■ **PROBLEM DESCRIPTION**: Determine the number of lines in the following entries that hold the word "small". Give only that number.

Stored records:

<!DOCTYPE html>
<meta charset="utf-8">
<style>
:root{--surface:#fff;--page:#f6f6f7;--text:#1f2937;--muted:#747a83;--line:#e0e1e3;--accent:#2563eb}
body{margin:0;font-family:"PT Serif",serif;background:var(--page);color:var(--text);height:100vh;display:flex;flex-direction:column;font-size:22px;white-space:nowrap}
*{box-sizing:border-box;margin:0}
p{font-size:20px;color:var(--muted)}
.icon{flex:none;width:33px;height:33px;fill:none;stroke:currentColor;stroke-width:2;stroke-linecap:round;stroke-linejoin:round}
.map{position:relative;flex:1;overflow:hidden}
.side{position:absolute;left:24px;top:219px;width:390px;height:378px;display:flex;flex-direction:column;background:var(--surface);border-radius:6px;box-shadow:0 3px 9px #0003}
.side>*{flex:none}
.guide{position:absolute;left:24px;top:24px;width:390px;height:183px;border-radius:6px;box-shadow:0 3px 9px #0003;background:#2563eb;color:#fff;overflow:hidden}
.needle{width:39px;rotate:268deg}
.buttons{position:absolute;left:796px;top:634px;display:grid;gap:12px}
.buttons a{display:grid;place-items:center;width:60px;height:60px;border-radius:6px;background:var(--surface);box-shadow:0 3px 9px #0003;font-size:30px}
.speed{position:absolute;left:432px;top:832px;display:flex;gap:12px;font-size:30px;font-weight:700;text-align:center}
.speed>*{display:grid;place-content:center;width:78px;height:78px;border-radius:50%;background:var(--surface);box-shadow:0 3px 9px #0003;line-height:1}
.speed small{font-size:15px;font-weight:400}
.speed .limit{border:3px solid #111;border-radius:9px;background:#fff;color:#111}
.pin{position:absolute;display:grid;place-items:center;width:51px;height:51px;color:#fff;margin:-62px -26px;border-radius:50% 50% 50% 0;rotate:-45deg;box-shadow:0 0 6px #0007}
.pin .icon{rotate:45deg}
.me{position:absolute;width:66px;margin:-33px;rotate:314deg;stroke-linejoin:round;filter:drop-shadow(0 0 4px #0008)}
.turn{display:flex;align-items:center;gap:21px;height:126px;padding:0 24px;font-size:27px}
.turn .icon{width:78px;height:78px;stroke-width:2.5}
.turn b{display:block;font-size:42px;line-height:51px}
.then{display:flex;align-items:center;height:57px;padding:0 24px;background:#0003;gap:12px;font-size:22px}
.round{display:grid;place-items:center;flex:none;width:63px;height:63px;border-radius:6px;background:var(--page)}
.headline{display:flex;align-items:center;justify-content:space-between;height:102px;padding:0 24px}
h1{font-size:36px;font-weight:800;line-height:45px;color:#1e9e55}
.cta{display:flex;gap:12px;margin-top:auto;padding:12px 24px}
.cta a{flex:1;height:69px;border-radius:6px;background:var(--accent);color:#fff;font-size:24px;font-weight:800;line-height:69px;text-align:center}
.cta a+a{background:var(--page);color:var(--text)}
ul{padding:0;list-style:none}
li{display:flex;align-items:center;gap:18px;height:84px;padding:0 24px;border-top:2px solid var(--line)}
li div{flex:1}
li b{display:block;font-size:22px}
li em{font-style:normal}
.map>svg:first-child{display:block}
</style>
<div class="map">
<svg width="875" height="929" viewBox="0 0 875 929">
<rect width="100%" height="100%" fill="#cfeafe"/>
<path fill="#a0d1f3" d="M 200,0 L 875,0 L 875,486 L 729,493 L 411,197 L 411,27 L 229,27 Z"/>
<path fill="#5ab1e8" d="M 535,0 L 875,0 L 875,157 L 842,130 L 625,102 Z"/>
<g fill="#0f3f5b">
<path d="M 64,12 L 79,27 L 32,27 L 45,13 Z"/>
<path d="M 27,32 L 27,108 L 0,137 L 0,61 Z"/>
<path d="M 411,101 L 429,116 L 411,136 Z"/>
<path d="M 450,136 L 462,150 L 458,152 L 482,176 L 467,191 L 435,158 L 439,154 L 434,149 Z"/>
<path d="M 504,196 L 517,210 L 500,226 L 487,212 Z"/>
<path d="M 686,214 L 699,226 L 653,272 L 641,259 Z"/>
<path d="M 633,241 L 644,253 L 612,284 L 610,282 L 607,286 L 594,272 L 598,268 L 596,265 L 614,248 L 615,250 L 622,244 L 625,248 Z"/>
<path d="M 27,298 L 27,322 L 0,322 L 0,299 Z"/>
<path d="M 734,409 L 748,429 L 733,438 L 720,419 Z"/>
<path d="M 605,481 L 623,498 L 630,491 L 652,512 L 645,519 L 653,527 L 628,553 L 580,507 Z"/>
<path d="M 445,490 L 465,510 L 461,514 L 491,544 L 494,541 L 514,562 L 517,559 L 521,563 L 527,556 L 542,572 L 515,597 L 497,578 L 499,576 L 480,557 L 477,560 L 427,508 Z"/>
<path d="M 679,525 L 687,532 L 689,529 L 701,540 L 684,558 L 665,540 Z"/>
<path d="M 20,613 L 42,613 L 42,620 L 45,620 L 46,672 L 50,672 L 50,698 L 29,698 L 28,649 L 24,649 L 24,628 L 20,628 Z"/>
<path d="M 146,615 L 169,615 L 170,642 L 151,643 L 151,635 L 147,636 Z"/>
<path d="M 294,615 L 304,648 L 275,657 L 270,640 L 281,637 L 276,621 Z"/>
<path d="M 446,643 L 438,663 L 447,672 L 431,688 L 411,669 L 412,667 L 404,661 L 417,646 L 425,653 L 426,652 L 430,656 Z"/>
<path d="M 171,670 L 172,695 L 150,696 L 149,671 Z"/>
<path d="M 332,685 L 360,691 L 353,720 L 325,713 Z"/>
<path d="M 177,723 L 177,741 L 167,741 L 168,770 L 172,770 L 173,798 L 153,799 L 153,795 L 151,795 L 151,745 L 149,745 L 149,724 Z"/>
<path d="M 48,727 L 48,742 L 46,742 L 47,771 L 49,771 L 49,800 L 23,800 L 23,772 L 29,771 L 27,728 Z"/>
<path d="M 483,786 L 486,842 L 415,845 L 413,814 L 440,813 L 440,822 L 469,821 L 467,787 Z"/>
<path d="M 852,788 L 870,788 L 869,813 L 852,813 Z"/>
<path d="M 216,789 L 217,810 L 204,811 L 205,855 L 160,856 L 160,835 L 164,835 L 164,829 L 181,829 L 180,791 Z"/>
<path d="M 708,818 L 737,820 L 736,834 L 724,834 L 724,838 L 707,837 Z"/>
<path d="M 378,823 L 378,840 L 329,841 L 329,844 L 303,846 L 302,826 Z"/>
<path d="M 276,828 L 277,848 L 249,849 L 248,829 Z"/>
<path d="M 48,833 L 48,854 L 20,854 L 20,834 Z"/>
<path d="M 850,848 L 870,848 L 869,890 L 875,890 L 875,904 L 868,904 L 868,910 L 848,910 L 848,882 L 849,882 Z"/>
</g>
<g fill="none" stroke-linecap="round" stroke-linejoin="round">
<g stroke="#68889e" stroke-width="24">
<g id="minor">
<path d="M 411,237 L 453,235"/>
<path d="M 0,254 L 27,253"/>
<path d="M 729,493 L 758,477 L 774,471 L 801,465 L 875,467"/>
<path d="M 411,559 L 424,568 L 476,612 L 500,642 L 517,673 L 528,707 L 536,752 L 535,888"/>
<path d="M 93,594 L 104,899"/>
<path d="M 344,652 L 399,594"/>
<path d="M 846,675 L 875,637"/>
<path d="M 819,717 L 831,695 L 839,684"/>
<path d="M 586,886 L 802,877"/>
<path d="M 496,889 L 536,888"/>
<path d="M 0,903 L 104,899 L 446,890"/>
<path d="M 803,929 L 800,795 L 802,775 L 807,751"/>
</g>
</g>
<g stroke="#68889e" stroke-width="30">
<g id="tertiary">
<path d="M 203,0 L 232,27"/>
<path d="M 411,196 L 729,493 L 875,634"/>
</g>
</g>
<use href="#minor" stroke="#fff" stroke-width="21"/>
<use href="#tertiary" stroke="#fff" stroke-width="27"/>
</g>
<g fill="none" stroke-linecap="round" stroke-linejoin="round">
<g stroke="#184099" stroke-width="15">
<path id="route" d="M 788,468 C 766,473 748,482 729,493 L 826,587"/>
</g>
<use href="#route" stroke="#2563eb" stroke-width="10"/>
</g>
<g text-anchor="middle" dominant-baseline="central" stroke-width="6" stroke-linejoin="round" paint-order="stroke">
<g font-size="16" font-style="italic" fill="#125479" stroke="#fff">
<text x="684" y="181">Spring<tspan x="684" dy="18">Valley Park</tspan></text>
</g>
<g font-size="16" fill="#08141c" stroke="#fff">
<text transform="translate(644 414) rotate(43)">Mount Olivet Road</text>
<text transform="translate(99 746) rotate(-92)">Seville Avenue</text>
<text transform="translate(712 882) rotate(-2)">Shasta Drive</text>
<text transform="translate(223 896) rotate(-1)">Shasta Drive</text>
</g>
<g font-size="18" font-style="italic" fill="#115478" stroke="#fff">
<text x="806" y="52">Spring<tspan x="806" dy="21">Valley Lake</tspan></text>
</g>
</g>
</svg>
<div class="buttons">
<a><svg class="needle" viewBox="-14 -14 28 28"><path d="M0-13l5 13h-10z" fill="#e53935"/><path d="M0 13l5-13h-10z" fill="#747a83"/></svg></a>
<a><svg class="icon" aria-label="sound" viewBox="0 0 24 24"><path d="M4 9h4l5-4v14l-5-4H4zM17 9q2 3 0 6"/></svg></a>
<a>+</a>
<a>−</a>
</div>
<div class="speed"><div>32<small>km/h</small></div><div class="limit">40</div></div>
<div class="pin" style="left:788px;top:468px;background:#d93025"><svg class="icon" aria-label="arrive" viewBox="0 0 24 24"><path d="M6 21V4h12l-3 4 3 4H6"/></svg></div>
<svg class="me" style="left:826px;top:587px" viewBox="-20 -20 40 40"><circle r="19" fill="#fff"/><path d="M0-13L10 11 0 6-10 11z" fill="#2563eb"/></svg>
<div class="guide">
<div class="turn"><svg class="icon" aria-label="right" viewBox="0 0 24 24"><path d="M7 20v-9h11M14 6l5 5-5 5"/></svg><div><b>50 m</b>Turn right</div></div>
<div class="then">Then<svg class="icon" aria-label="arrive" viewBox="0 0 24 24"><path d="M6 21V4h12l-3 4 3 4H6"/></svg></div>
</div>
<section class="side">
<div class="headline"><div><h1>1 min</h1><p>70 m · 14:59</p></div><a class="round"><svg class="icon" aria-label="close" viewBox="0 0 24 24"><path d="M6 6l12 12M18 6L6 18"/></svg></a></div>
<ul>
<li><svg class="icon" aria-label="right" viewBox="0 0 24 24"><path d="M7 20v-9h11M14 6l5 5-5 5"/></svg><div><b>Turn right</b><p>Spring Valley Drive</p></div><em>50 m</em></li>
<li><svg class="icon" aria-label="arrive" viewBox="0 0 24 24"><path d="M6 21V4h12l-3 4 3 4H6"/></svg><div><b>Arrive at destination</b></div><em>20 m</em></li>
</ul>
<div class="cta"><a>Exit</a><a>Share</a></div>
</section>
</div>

■ **RESULT OF THE TASK**: 2